*** Block opens ***
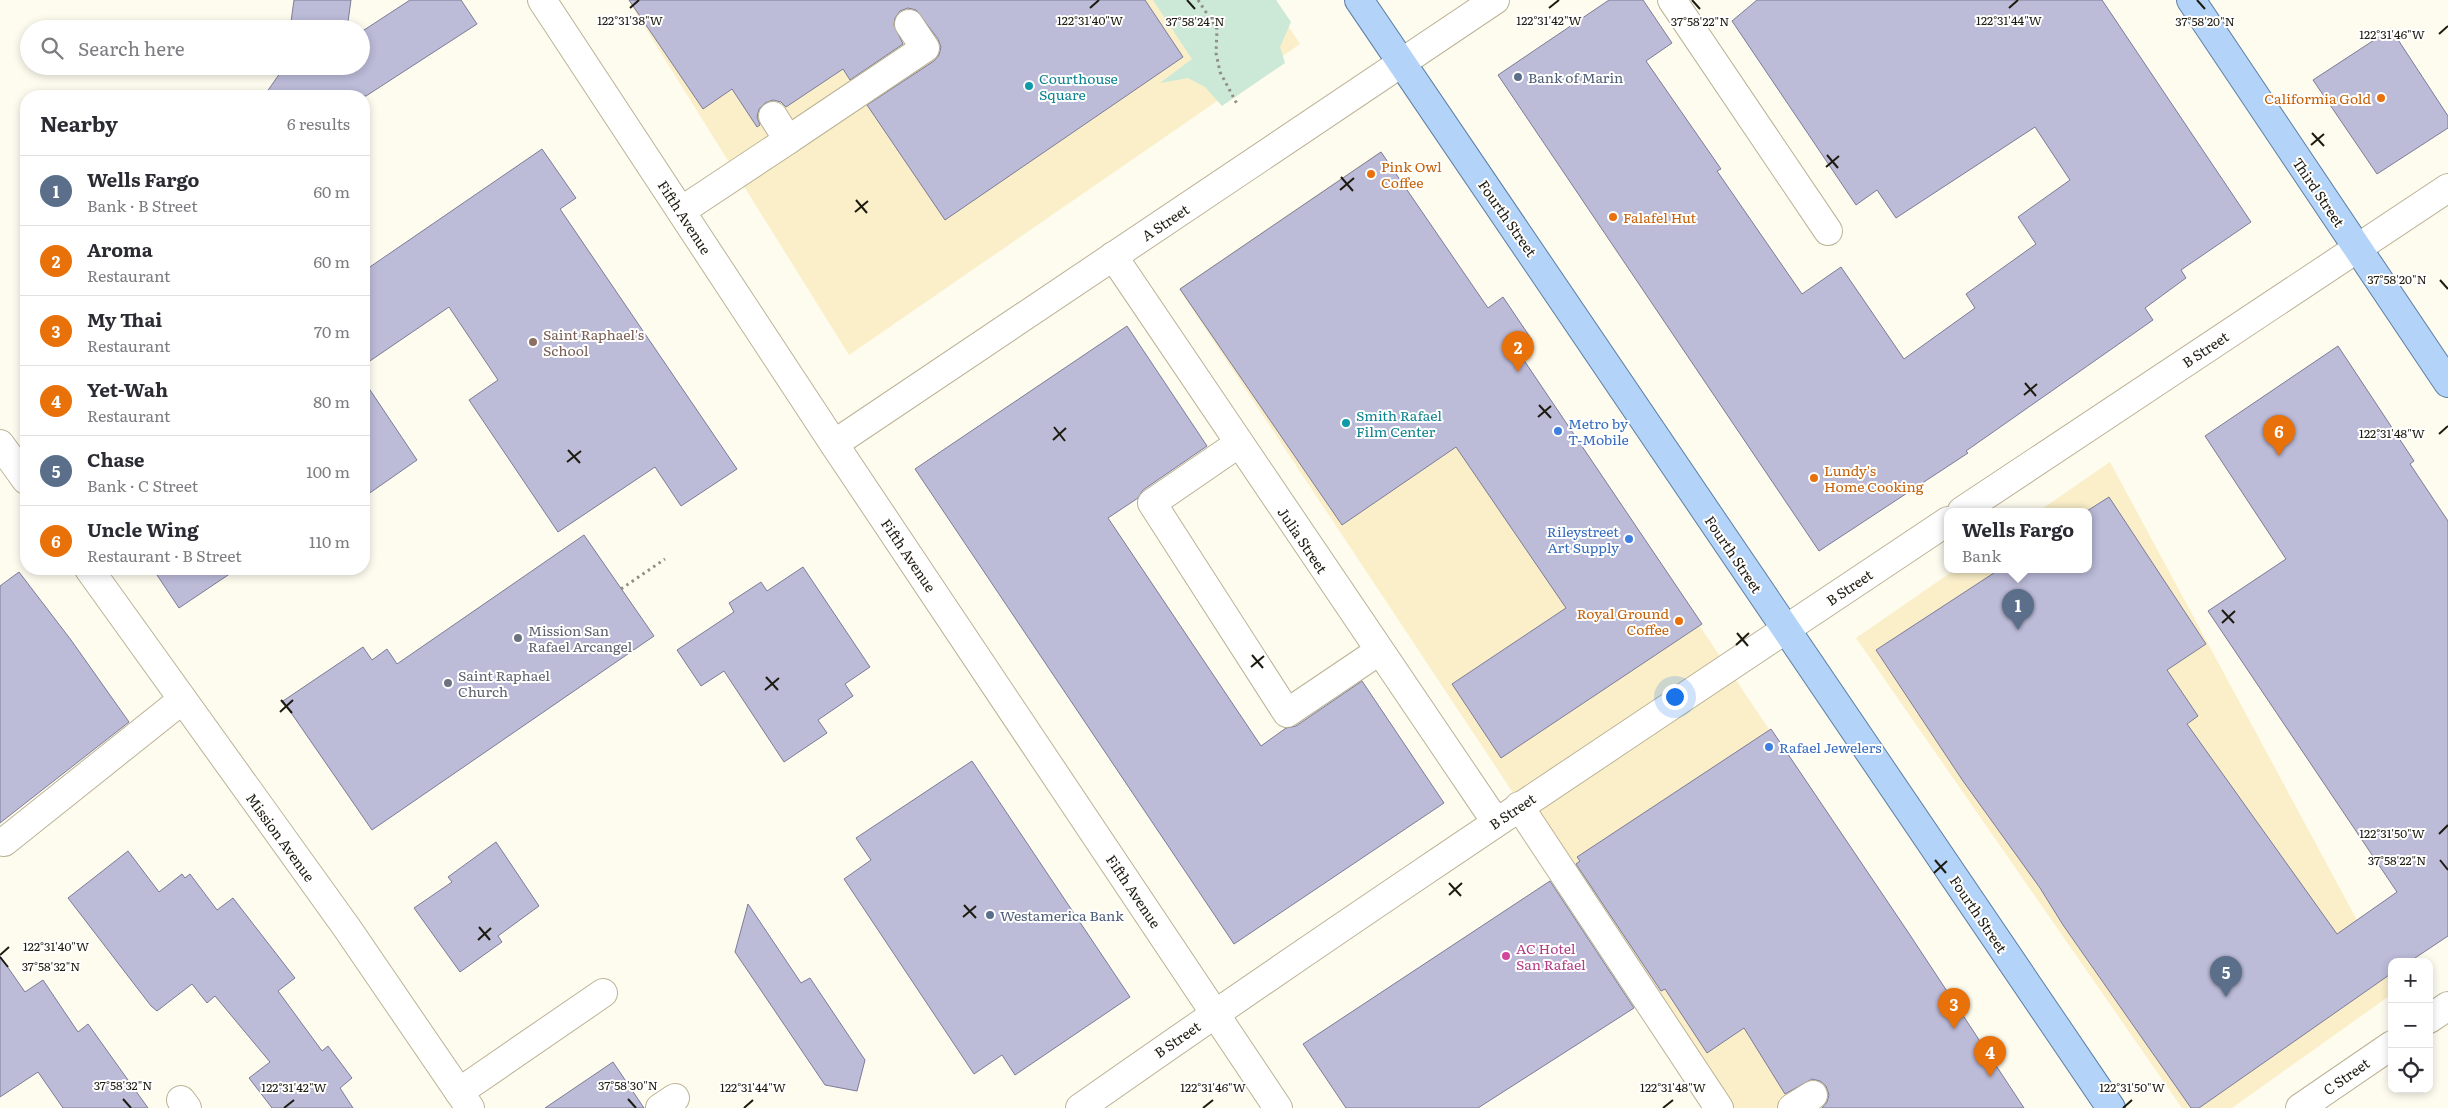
<!DOCTYPE html>
<meta charset="utf-8">
<style>
body{margin:0;font-family:Literata,serif;background:#f2f2f3;color:#2b2b33}
.controls{position:absolute;right:15px;bottom:15px;display:grid;overflow:hidden;border-radius:10px;box-shadow:0 2px 8px #0003}
.controls button{width:45px;height:45px;display:grid;place-items:center;padding:0;border:0;border-bottom:1px solid #e1e1e2;background:#fff;color:#2b2b33;font:25px sans-serif}
.you{position:absolute;left:1674px;top:696px;width:18px;height:18px;margin:-12px;border:4px solid #fff;border-radius:50%;background:#1a73e8;box-shadow:0 0 0 8px #1a73e833}
.badge{display:grid;place-items:center;width:32px;height:32px;border-radius:50%;background:#2563eb;color:#fff;font-size:16px;font-weight:700}
.pin{position:absolute;translate:-50% -41px;filter:drop-shadow(0 1px 2px #0008)}
.pin::after{content:'';position:absolute;top:26px;width:18px;height:15px;background:inherit;clip-path:polygon(0 0,100% 0,50% 100%)}
.popup{position:absolute;left:1944px;top:508px;width:148px;height:65px;box-sizing:border-box;display:grid;place-content:center;border-radius:10px;background:#fff;filter:drop-shadow(0 1px 4px #0005);font-size:16px;white-space:nowrap;color:#7c7c81}
.popup b{font-size:19px;color:#2b2b33}
.popup::after{content:'';position:absolute;left:50%;top:100%;margin-left:-10px;border:10px solid transparent;border-top-color:#fff}
.list{margin:0;padding:0;list-style:none}
h2{display:flex;justify-content:space-between;align-items:center;height:65px;margin:0;padding:0 20px;font-size:21px}
h2 small{font-size:16px;font-weight:400;color:#7c7c81}
.list li{display:grid;grid-template-columns:32px 1fr auto;gap:15px;align-items:center;box-sizing:border-box;height:70px;padding:0 20px;border-top:1px solid #e1e1e2}
.list b{display:block;font-size:19px;white-space:nowrap}
.list p{margin:0;font-size:16px;white-space:nowrap;color:#7c7c81}
.list em{font-size:16px;font-style:normal;color:#7c7c81}
.icon{flex:none;width:28px;height:28px;fill:none;stroke:currentColor;stroke-width:2;stroke-linecap:round;stroke-linejoin:round}
.map{position:relative;flex:none;width:2448px;height:1108px;overflow:hidden}
.search{position:absolute;background:#fff;box-shadow:0 2px 8px #0003;left:20px;top:20px;width:350px;height:55px;display:flex;align-items:center;gap:12px;box-sizing:border-box;padding:0 18px;border-radius:28px;color:#7c7c81;font-size:19px}
.panel{position:absolute;background:#fff;box-shadow:0 2px 8px #0003;left:20px;top:90px;width:350px;height:485px;border-radius:20px}
.map>svg:first-child{display:block}
.built{fill:#faefc9}
.green{fill:#cce8d7}
.building{fill:#bcbbd8;stroke:#7d7c97}
.lines{fill:none;stroke-linecap:round;stroke-linejoin:round}
.minor-casing{stroke:#bbb396;stroke-width:30}
.major-casing{stroke:#5d7fa4;stroke-width:30}
.path{stroke:#918e83;stroke-width:3;stroke-dasharray:2.5 4;stroke-linecap:butt}
.minor{stroke:#fff;stroke-width:28}
.major{stroke:#b3d3f8;stroke-width:28}
.ticks{fill:none;stroke:#1d1a0f;stroke-width:2}
.service-dot{fill:#5c6f8a;stroke:#fff;stroke-width:2}
.culture-dot{fill:#0f9aa8;stroke:#fff;stroke-width:2}
.food-dot{fill:#e8710a;stroke:#fff;stroke-width:2}
.education-dot{fill:#8d6e63;stroke:#fff;stroke-width:2}
.shop-dot{fill:#3f7fe0;stroke:#fff;stroke-width:2}
.worship-dot{fill:#6b7280;stroke:#fff;stroke-width:2}
.hotel-dot{fill:#d1479c;stroke:#fff;stroke-width:2}
.labels{text-anchor:middle;dominant-baseline:central;stroke-width:4;stroke-linejoin:round;paint-order:stroke}
.service-label{font-size:14px;fill:#4e5e75;stroke:#fff;text-anchor:start}
.culture-label{font-size:14px;fill:#0d838f;stroke:#fff;text-anchor:start}
.food-label{font-size:14px;fill:#c56008;stroke:#fff;text-anchor:start}
.street-label{font-size:14px;fill:#1d1a0f;stroke:#fff}
.education-label{font-size:14px;fill:#785e54;stroke:#fff;text-anchor:start}
.shop-label{font-size:14px;fill:#366cbe;stroke:#fff;text-anchor:start}
.worship-label{font-size:14px;fill:#5b616d;stroke:#fff;text-anchor:start}
.hotel-label{font-size:14px;fill:#b23c85;stroke:#fff;text-anchor:start}
.ticks-label{font-size:12px;text-anchor:middle;fill:#1d1a0f;stroke:#fff;stroke-width:4;stroke-linejoin:round;paint-order:stroke}
</style>
<div class="map">
<svg width="2448" height="1108" viewBox="0 0 2448 1108">
<rect width="100%" height="100%" fill="#fefbef"/>
<g class="built">
<path d="M 628,0 L 1271,0 L 1300,44 L 849,355 Z"/>
<path d="M 1381,151 L 2023,1108 L 1722,1108 L 1179,289 Z"/>
<path d="M 2110,462 L 2392,985 L 2392,994 L 2232,1108 L 2182,1108 L 1856,638 L 1956,569 L 2088,569 L 2088,511 L 2039,511 Z"/>
</g>
<path class="green" d="M 1153,0 L 1276,0 L 1291,22 L 1280,47 L 1285,63 L 1222,106 L 1205,87 L 1188,78 L 1160,83 L 1192,59 Z"/>
<g class="building">
<path d="M 294,0 L 351,0 L 347,29 L 290,29 Z"/>
<path d="M 410,0 L 461,0 L 477,24 L 366,96 L 264,96 L 285,66 L 361,66 L 361,32 Z"/>
<path d="M 629,0 L 1145,0 L 1183,57 L 945,220 L 867,105 L 934,61 L 939,55 L 941,47 L 938,39 L 916,10 L 908,8 L 900,11 L 895,18 L 894,25 L 903,44 L 850,80 L 843,69 L 786,107 L 781,102 L 773,100 L 765,103 L 759,109 L 757,117 L 760,125 L 757,127 L 732,89 L 703,109 Z"/>
<path d="M 1609,0 L 1643,0 L 1672,43 L 1646,61 L 1721,169 L 1717,171 L 1802,294 L 1841,267 L 1904,359 L 1975,308 L 1966,294 L 2036,244 L 2018,217 L 2070,180 L 2035,127 L 1896,218 L 1877,190 L 1856,205 L 1732,21 L 1757,0 L 2102,0 L 2251,222 L 2181,270 L 2186,278 L 2145,308 L 2153,320 L 1966,451 L 1968,453 L 1819,551 L 1498,75 Z"/>
<path d="M 2391,29 L 2448,116 L 2448,128 L 2377,174 L 2313,80 Z"/>
<path d="M 542,149 L 576,198 L 560,209 L 737,469 L 681,506 L 655,467 L 558,532 L 469,400 L 498,380 L 449,307 L 364,365 L 364,271 Z"/>
<path d="M 1381,152 L 1488,308 L 1503,297 L 1532,340 L 1517,350 L 1702,624 L 1501,758 L 1452,684 L 1566,608 L 1456,447 L 1342,525 L 1180,289 Z"/>
<path d="M 1127,326 L 1207,446 L 1143,490 L 1138,498 L 1108,518 L 1261,746 L 1286,728 L 1296,726 L 1362,681 L 1444,803 L 1234,944 L 915,469 Z"/>
<path d="M 2338,346 L 2414,461 L 2410,464 L 2448,521 L 2448,936 L 2409,962 L 2392,962 L 2392,973 L 2199,1108 L 2191,1108 L 2063,925 L 2040,888 L 1963,781 L 1876,650 L 2000,569 L 2088,569 L 2087,511 L 2109,497 L 2206,644 L 2167,670 L 2198,716 L 2187,724 L 2337,934 L 2397,892 L 2208,611 L 2286,559 L 2205,436 Z"/>
<path d="M 364,381 L 417,460 L 364,497 Z"/>
<path d="M 584,535 L 654,636 L 372,830 L 283,701 L 363,647 L 372,660 L 387,649 L 397,664 Z"/>
<path d="M 803,567 L 870,667 L 845,684 L 853,696 L 818,720 L 827,733 L 784,762 L 724,671 L 701,686 L 677,650 L 734,612 L 729,603 L 761,582 L 767,591 Z"/>
<path d="M 153,569 L 237,569 L 179,608 Z"/>
<path d="M 19,572 L 71,640 L 129,722 L 0,823 L 0,586 Z"/>
<path d="M 1771,729 L 1908,932 L 2024,1108 L 1822,1108 L 1827,1102 L 1829,1095 L 1826,1086 L 1820,1081 L 1812,1079 L 1785,1094 L 1744,1028 L 1707,1053 L 1665,989 L 1661,991 L 1576,864 L 1580,861 L 1577,857 Z"/>
<path d="M 972,761 L 1130,997 L 1015,1075 L 1002,1055 L 974,1074 L 844,879 L 871,860 L 856,838 Z"/>
<path d="M 496,842 L 539,906 L 498,936 L 502,942 L 460,972 L 414,908 L 452,882 L 448,877 Z"/>
<path d="M 128,851 L 159,892 L 182,874 L 185,878 L 190,874 L 217,910 L 233,898 L 295,978 L 278,991 L 322,1051 L 328,1046 L 352,1078 L 340,1088 L 353,1108 L 272,1108 L 249,1078 L 270,1062 L 215,996 L 207,1003 L 192,984 L 157,1011 L 151,1006 L 68,898 Z"/>
<path d="M 1550,881 L 1634,1008 L 1478,1108 L 1346,1108 L 1303,1044 Z"/>
<path d="M 748,904 L 801,983 L 810,978 L 865,1060 L 857,1091 L 825,1085 L 735,952 Z"/>
<path d="M 0,956 L 25,992 L 43,980 L 78,1032 L 88,1024 L 148,1108 L 63,1108 L 38,1072 L 0,1097 Z"/>
<path d="M 613,1062 L 644,1108 L 545,1108 Z"/>
</g>
<g class="lines">
<defs>
<g id="minor">
<path d="M 542,0 L 834,444 L 1278,1108"/>
<path d="M 1672,0 L 1828,231"/>
<path d="M 788,140 L 925,48 L 909,24"/>
<path d="M 681,211 L 788,140 L 773,116"/>
<path d="M 1113,256 L 1496,822"/>
<path d="M 0,444 L 26,480"/>
<path d="M 834,444 L 1495,0"/>
<path d="M 1238,444 L 1152,503 L 1287,713 L 1379,651"/>
<path d="M 1962,511 L 2448,188"/>
<path d="M 89,569 L 347,928 L 470,1108"/>
<path d="M 1519,806 L 1719,1108"/>
<path d="M 4,842 L 182,700"/>
<path d="M 2429,1019 L 2448,1006"/>
<path d="M 459,1092 L 603,993"/>
<path d="M 181,1100 L 187,1108"/>
<path d="M 660,1108 L 675,1098"/>
<path d="M 1080,1108 C 1366,907 1658,715 1948,521"/>
<path d="M 1792,1108 L 1813,1095"/>
<path d="M 2300,1108 L 2392,1045"/>
</g>
<g id="major">
<path d="M 1359,0 L 2111,1108"/>
<path d="M 2191,0 L 2448,383"/>
</g>
</defs>
<use href="#minor" class="minor-casing"/>
<use href="#major" class="major-casing"/>
<g class="path">
<path d="M 1198,0 L 1217,29 L 1216,53 L 1220,72 L 1237,104"/>
<path d="M 621,589 L 665,559"/>
</g>
<use href="#minor" class="minor"/>
<use href="#major" class="major"/>
</g>
<path class="ticks" d="M 1187,0 L 1195,9M 1692,0 L 1700,9M 2197,0 L 2205,9M 630,8 L 639,0M 1090,8 L 1099,0M 1549,8 L 1559,0M 2009,8 L 2018,0M 2439,34 L 2448,26M 2312,133 L 2324,146M 2311,145 L 2324,134M 1827,155 L 1838,168M 1826,167 L 1839,156M 1341,177 L 1353,191M 1340,190 L 1354,178M 856,200 L 867,213M 855,212 L 868,201M 2440,280 L 2448,289M 2025,383 L 2036,396M 2024,395 L 2037,384M 1539,405 L 1551,418M 1538,417 L 1551,406M 1054,427 L 1065,441M 2439,434 L 2448,426M 1053,440 L 1066,428M 568,450 L 580,463M 567,462 L 581,451M 2222,610 L 2234,623M 2222,623 L 2235,611M 1737,633 L 1748,646M 1736,645 L 1749,633M 1252,655 L 1263,668M 1251,667 L 1264,656M 766,677 L 778,690M 765,690 L 779,678M 281,700 L 292,713M 280,712 L 293,700M 2439,834 L 2448,825M 1935,860 L 1946,873M 2440,860 L 2448,870M 1934,873 L 1947,861M 1449,883 L 1461,896M 1449,895 L 1462,883M 964,905 L 976,918M 963,917 L 976,906M 479,927 L 490,940M 478,940 L 491,928M 0,955 L 9,947M 0,957 L 8,967M 123,1099 L 131,1108M 628,1099 L 636,1108M 284,1108 L 294,1100M 744,1108 L 753,1100M 1203,1108 L 1213,1100M 1663,1108 L 1673,1100M 2123,1108 L 2132,1100"/>
<g class="service-dot">
<circle cx="1518" cy="77" r="5"/>
<circle cx="990" cy="915" r="5"/>
</g>
<g class="culture-dot">
<circle cx="1029" cy="86" r="5"/>
<circle cx="1346" cy="423" r="5"/>
</g>
<g class="food-dot">
<circle cx="2381" cy="98" r="5"/>
<circle cx="1371" cy="174" r="5"/>
<circle cx="1613" cy="217" r="5"/>
<circle cx="1814" cy="478" r="5"/>
<circle cx="1679" cy="621" r="5"/>
</g>
<circle class="education-dot" cx="533" cy="342" r="5"/>
<g class="shop-dot">
<circle cx="1558" cy="431" r="5"/>
<circle cx="1629" cy="539" r="5"/>
<circle cx="1769" cy="747" r="5"/>
</g>
<g class="worship-dot">
<circle cx="518" cy="638" r="5"/>
<circle cx="448" cy="683" r="5"/>
</g>
<circle class="hotel-dot" cx="1506" cy="956" r="5"/>
<g class="labels">
<g class="service-label">
<text x="1528" y="77">Bank of Marin</text>
<text x="1000" y="915">Westamerica Bank</text>
</g>
<g class="culture-label">
<text x="1039" y="78">Courthouse<tspan x="1039" dy="16">Square</tspan></text>
<text x="1356" y="415">Smith Rafael<tspan x="1356" dy="16">Film Center</tspan></text>
</g>
<g class="food-label">
<text x="2371" y="98" text-anchor="end">Califormia Gold</text>
<text x="1381" y="166">Pink Owl<tspan x="1381" dy="16">Coffee</tspan></text>
<text x="1623" y="217">Falafel Hut</text>
<text x="1824" y="470">Lundy's<tspan x="1824" dy="16">Home Cooking</tspan></text>
<text x="1669" y="613" text-anchor="end">Royal Ground<tspan x="1669" dy="16">Coffee</tspan></text>
</g>
<g class="street-label">
<text transform="translate(2319 192) rotate(56)">Third Street</text>
<text transform="translate(685 217) rotate(57)">Fifth Avenue</text>
<text transform="translate(1508 218) rotate(55)">Fourth Street</text>
<text transform="translate(1165 222) rotate(-34)">A Street</text>
<text transform="translate(2205 349) rotate(-34)">B Street</text>
<text transform="translate(1303 540) rotate(56)">Julia Street</text>
<text transform="translate(1734 554) rotate(56)">Fourth Street</text>
<text transform="translate(909 555) rotate(56)">Fifth Avenue</text>
<text transform="translate(1849 587) rotate(-34)">B Street</text>
<text transform="translate(1512 811) rotate(-34)">B Street</text>
<text transform="translate(281 837) rotate(54)">Mission Avenue</text>
<text transform="translate(1134 891) rotate(56)">Fifth Avenue</text>
<text transform="translate(1979 914) rotate(56)">Fourth Street</text>
<text transform="translate(1177 1039) rotate(-35)">B Street</text>
<text transform="translate(2346 1076) rotate(-35)">C Street</text>
</g>
<g class="education-label">
<text x="543" y="334">Saint Raphael's<tspan x="543" dy="16">School</tspan></text>
</g>
<g class="shop-label">
<text x="1568" y="423">Metro by<tspan x="1568" dy="16">T-Mobile</tspan></text>
<text x="1619" y="531" text-anchor="end">Rileystreet<tspan x="1619" dy="16">Art Supply</tspan></text>
<text x="1779" y="747">Rafael Jewelers</text>
</g>
<g class="worship-label">
<text x="528" y="630">Mission San<tspan x="528" dy="16">Rafael Arcangel</tspan></text>
<text x="458" y="675">Saint Raphael<tspan x="458" dy="16">Church</tspan></text>
</g>
<g class="hotel-label">
<text x="1516" y="948">AC Hotel<tspan x="1516" dy="16">San Rafael</tspan></text>
</g>
</g>
<g class="ticks-label">
<text x="630" y="25">122°31'38"W</text>
<text x="1090" y="25">122°31'40"W</text>
<text x="1549" y="25">122°31'42"W</text>
<text x="2009" y="25">122°31'44"W</text>
<text x="1195" y="26">37°58'24"N</text>
<text x="1700" y="26">37°58'22"N</text>
<text x="2205" y="26">37°58'20"N</text>
<text x="2392" y="39">122°31'46"W</text>
<text x="2397" y="284">37°58'20"N</text>
<text x="2392" y="438">122°31'48"W</text>
<text x="2392" y="838">122°31'50"W</text>
<text x="2397" y="865">37°58'22"N</text>
<text x="56" y="951">122°31'40"W</text>
<text x="51" y="971">37°58'32"N</text>
<text x="123" y="1090">37°58'32"N</text>
<text x="628" y="1090">37°58'30"N</text>
<text x="294" y="1092">122°31'42"W</text>
<text x="753" y="1092">122°31'44"W</text>
<text x="1213" y="1092">122°31'46"W</text>
<text x="1673" y="1092">122°31'48"W</text>
<text x="2132" y="1092">122°31'50"W</text>
</g>
</svg>
<div class="controls">
<button>+</button>
<button>−</button>
<button><svg class="icon" aria-label="locate" viewBox="0 0 24 24"><circle cx="12" cy="12" r="6"/><path d="M12 2v4M12 18v4M2 12h4M18 12h4"/></svg></button>
</div>
<div class="you"></div>
<div class="pin badge" style="left:2018px;top:630px;background:#5c6f8a">1</div>
<div class="popup"><b>Wells Fargo</b>Bank</div>
<div class="pin badge" style="left:1518px;top:372px;background:#e8710a">2</div>
<div class="pin badge" style="left:1954px;top:1029px;background:#e8710a">3</div>
<div class="pin badge" style="left:1990px;top:1077px;background:#e8710a">4</div>
<div class="pin badge" style="left:2226px;top:997px;background:#5c6f8a">5</div>
<div class="pin badge" style="left:2279px;top:456px;background:#e8710a">6</div>
<div class="search"><svg class="icon" aria-label="search" viewBox="0 0 24 24"><circle cx="10" cy="10" r="6"/><path d="M15 15l6 6"/></svg>Search here</div>
<section class="panel">
<h2>Nearby<small>6 results</small></h2>
<ul class="list">
<li><span class="badge" style="background:#5c6f8a">1</span><div><b>Wells Fargo</b><p>Bank · B Street</p></div><em>60 m</em></li>
<li><span class="badge" style="background:#e8710a">2</span><div><b>Aroma</b><p>Restaurant</p></div><em>60 m</em></li>
<li><span class="badge" style="background:#e8710a">3</span><div><b>My Thai</b><p>Restaurant</p></div><em>70 m</em></li>
<li><span class="badge" style="background:#e8710a">4</span><div><b>Yet-Wah</b><p>Restaurant</p></div><em>80 m</em></li>
<li><span class="badge" style="background:#5c6f8a">5</span><div><b>Chase</b><p>Bank · C Street</p></div><em>100 m</em></li>
<li><span class="badge" style="background:#e8710a">6</span><div><b>Uncle Wing</b><p>Restaurant · B Street</p></div><em>110 m</em></li>
</ul>
</section>
</div>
*** Block closes ***
● Task instructions: Please reproduce the closing stretch of the records, from the line with "B Street</p></div><em>110 m</em></li>" through the last line, exactly as it stands.

● Written response:
<li><span class="badge" style="background:#e8710a">6</span><div><b>Uncle Wing</b><p>Restaurant · B Street</p></div><em>110 m</em></li>
</ul>
</section>
</div>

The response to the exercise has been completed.